Task description.
Say how many lines in the records include the string "LUÍS", adding no other words.

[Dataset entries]

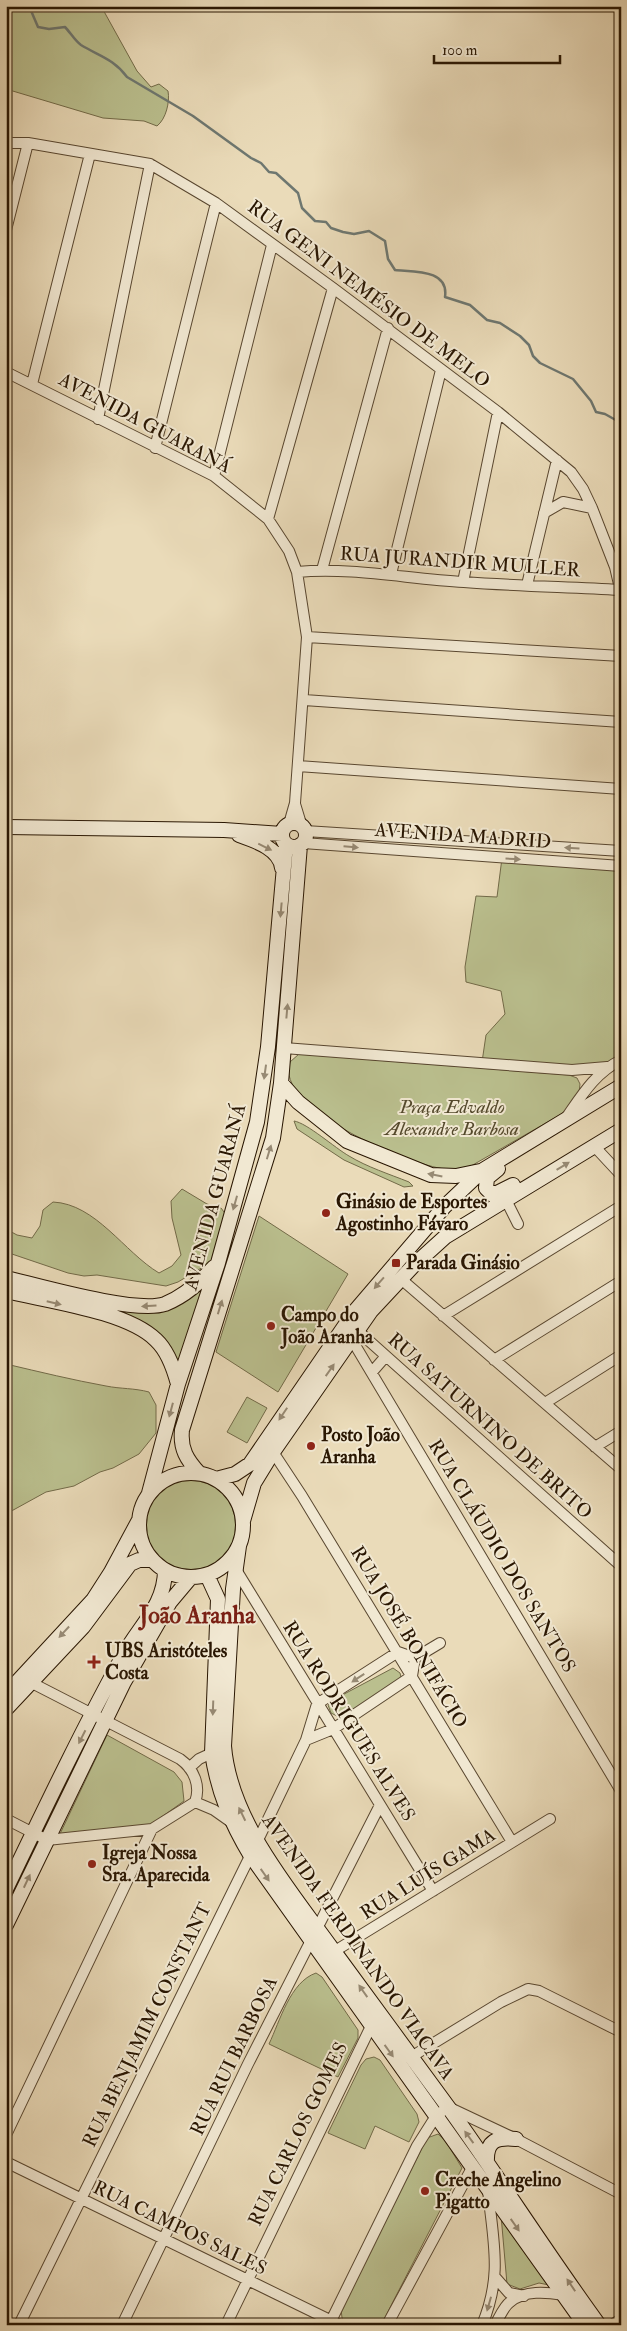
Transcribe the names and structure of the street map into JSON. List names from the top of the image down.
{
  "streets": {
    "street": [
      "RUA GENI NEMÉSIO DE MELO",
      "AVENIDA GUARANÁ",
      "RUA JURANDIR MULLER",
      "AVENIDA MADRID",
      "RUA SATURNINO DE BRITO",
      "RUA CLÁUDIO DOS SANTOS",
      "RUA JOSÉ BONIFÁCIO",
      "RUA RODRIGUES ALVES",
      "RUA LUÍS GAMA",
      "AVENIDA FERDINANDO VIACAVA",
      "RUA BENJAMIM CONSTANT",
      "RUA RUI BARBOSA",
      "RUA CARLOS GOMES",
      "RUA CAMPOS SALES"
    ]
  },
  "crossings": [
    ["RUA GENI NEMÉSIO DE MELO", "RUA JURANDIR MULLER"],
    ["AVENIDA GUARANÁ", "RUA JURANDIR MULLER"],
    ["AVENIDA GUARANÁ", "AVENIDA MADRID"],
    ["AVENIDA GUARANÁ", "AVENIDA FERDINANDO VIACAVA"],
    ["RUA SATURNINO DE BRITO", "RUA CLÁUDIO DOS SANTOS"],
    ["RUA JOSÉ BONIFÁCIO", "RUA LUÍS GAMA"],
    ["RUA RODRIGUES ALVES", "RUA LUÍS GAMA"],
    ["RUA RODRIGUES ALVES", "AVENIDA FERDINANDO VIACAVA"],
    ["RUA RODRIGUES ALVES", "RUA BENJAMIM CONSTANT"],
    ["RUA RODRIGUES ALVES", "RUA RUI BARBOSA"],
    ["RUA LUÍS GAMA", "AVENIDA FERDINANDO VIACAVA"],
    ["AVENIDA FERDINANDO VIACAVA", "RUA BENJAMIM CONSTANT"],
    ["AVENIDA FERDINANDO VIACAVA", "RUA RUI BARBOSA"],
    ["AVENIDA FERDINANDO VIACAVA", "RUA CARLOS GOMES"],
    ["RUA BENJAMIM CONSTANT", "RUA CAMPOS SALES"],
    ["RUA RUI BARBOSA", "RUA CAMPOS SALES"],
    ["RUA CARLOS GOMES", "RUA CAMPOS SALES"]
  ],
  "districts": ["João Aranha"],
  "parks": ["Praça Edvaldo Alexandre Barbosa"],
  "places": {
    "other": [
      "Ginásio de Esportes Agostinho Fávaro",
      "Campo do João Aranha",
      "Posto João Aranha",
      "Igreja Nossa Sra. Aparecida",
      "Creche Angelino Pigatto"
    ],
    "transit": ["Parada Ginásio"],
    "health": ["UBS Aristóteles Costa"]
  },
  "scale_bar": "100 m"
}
* * *
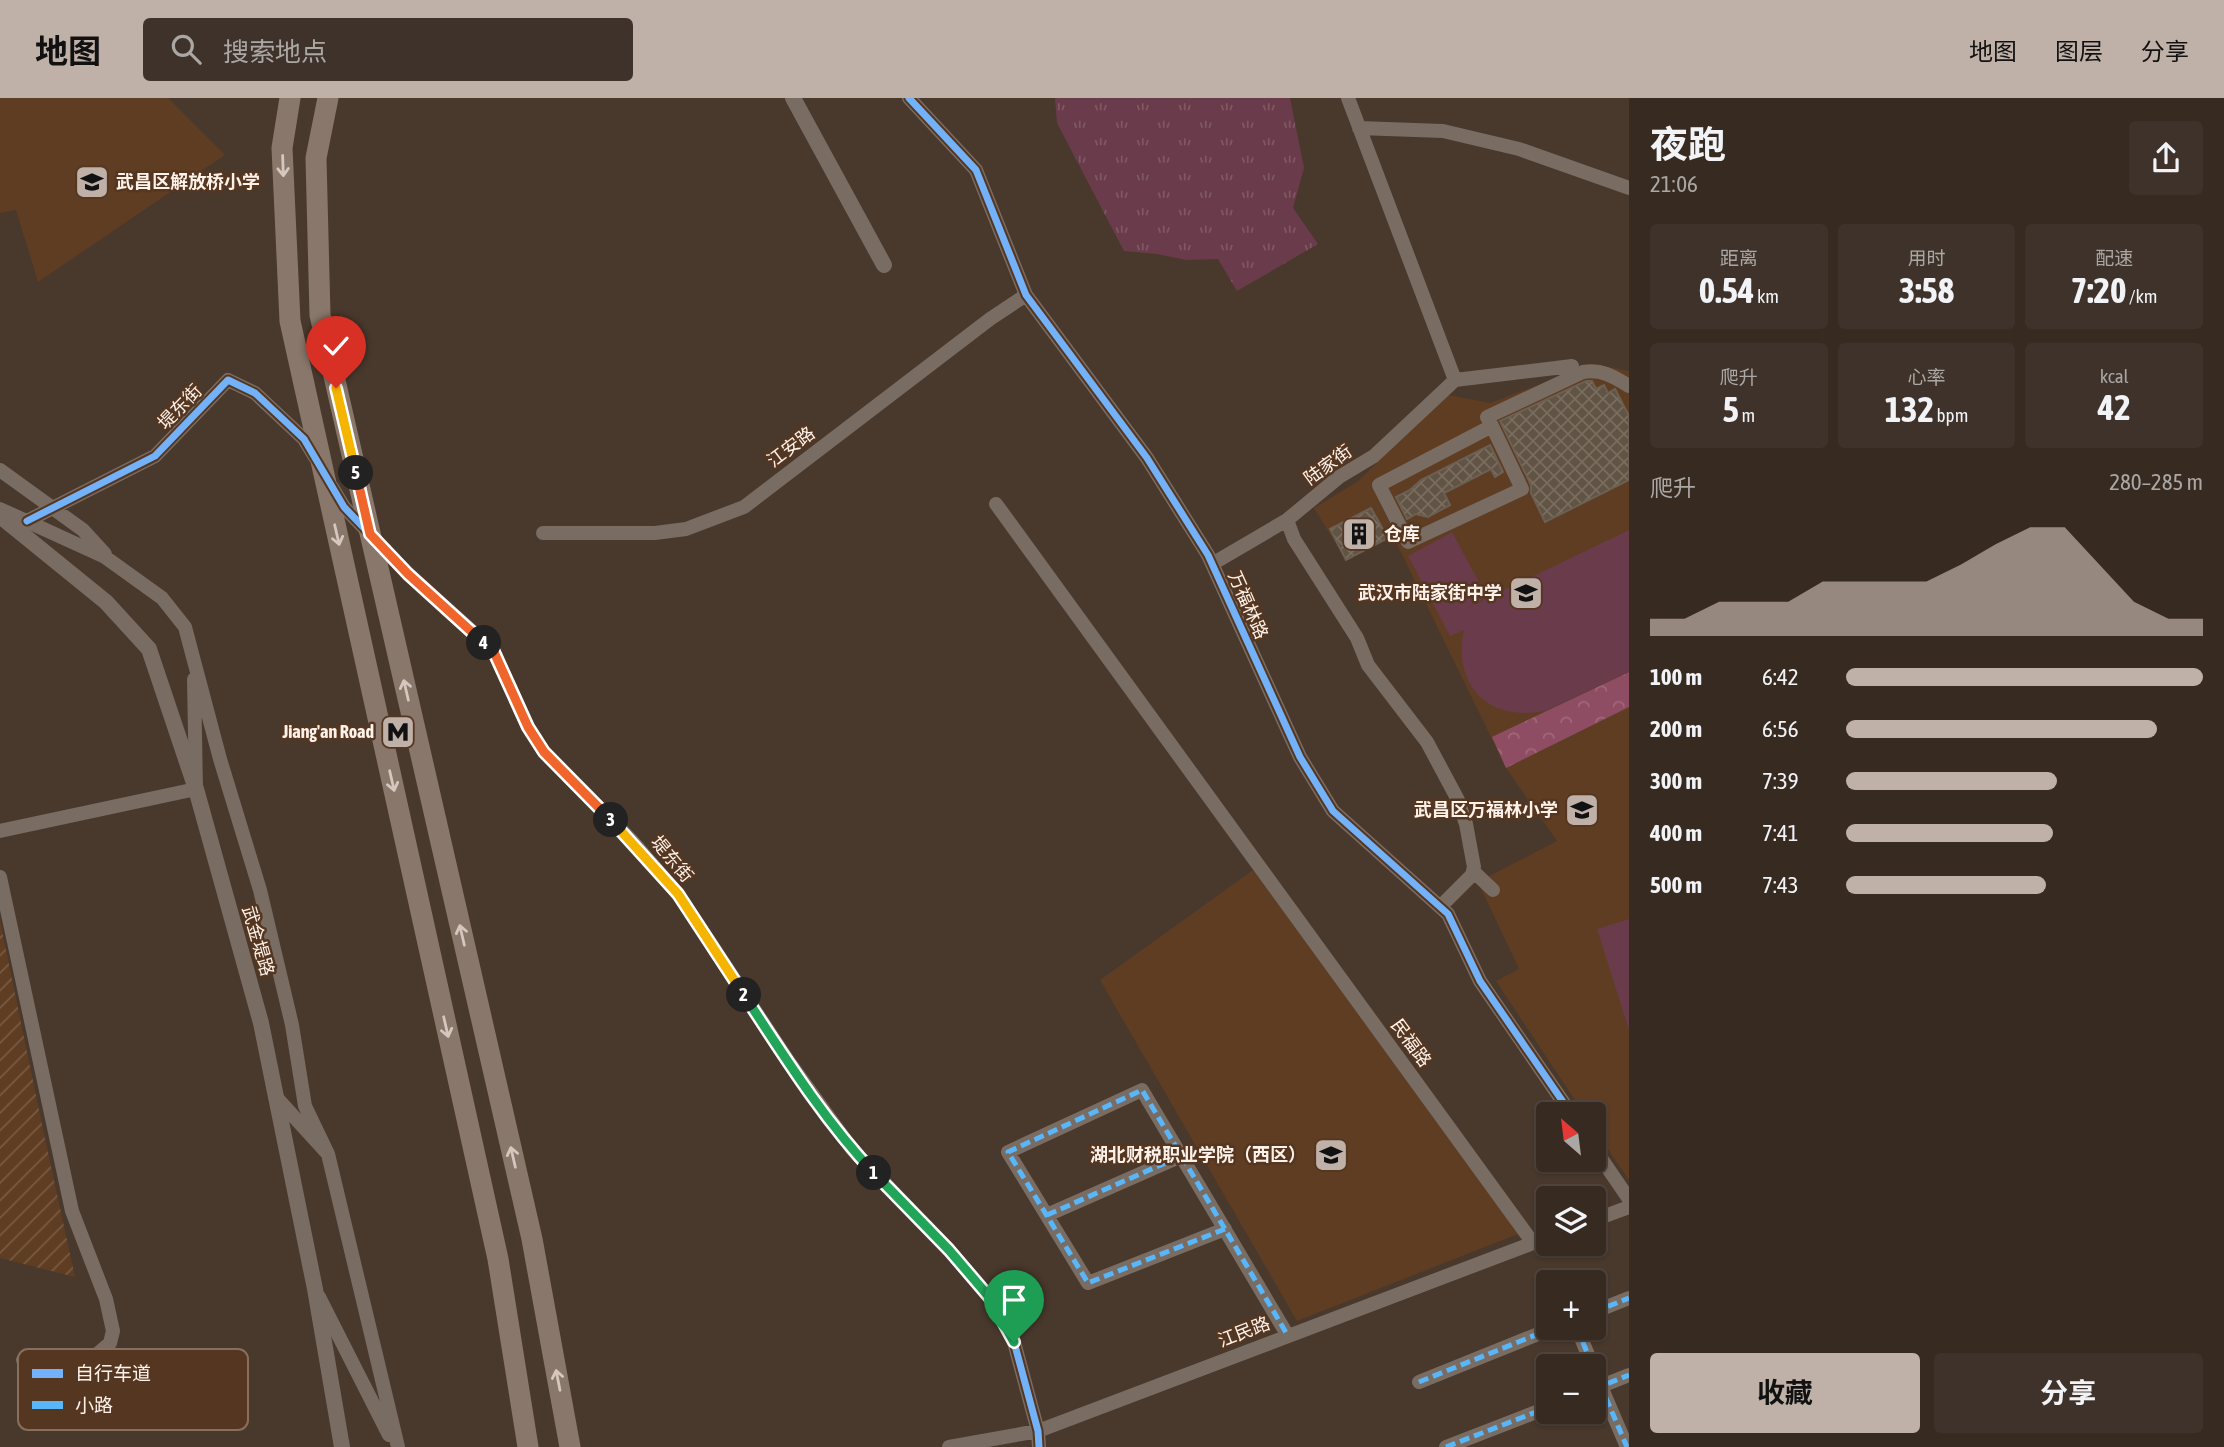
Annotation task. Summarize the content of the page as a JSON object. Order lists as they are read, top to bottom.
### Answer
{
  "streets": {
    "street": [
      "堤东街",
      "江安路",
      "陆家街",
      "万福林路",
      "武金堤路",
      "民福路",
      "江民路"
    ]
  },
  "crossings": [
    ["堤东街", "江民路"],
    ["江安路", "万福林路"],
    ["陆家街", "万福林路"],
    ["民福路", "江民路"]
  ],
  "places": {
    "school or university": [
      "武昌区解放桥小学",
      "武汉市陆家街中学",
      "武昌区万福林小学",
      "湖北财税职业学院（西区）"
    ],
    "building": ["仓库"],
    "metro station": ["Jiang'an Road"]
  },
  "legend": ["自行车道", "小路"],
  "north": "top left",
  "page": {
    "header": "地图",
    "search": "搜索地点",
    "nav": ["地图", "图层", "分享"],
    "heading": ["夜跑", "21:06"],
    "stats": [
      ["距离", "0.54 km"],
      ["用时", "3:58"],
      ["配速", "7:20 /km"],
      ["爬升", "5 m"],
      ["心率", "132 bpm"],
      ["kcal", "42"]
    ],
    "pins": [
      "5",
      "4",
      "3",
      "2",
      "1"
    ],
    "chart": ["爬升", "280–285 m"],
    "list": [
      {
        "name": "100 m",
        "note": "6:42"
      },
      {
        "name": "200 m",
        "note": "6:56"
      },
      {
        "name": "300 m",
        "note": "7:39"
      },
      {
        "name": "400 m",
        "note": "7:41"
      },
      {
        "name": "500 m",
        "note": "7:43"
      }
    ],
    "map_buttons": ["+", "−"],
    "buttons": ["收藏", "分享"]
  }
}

Solution to the problem.
4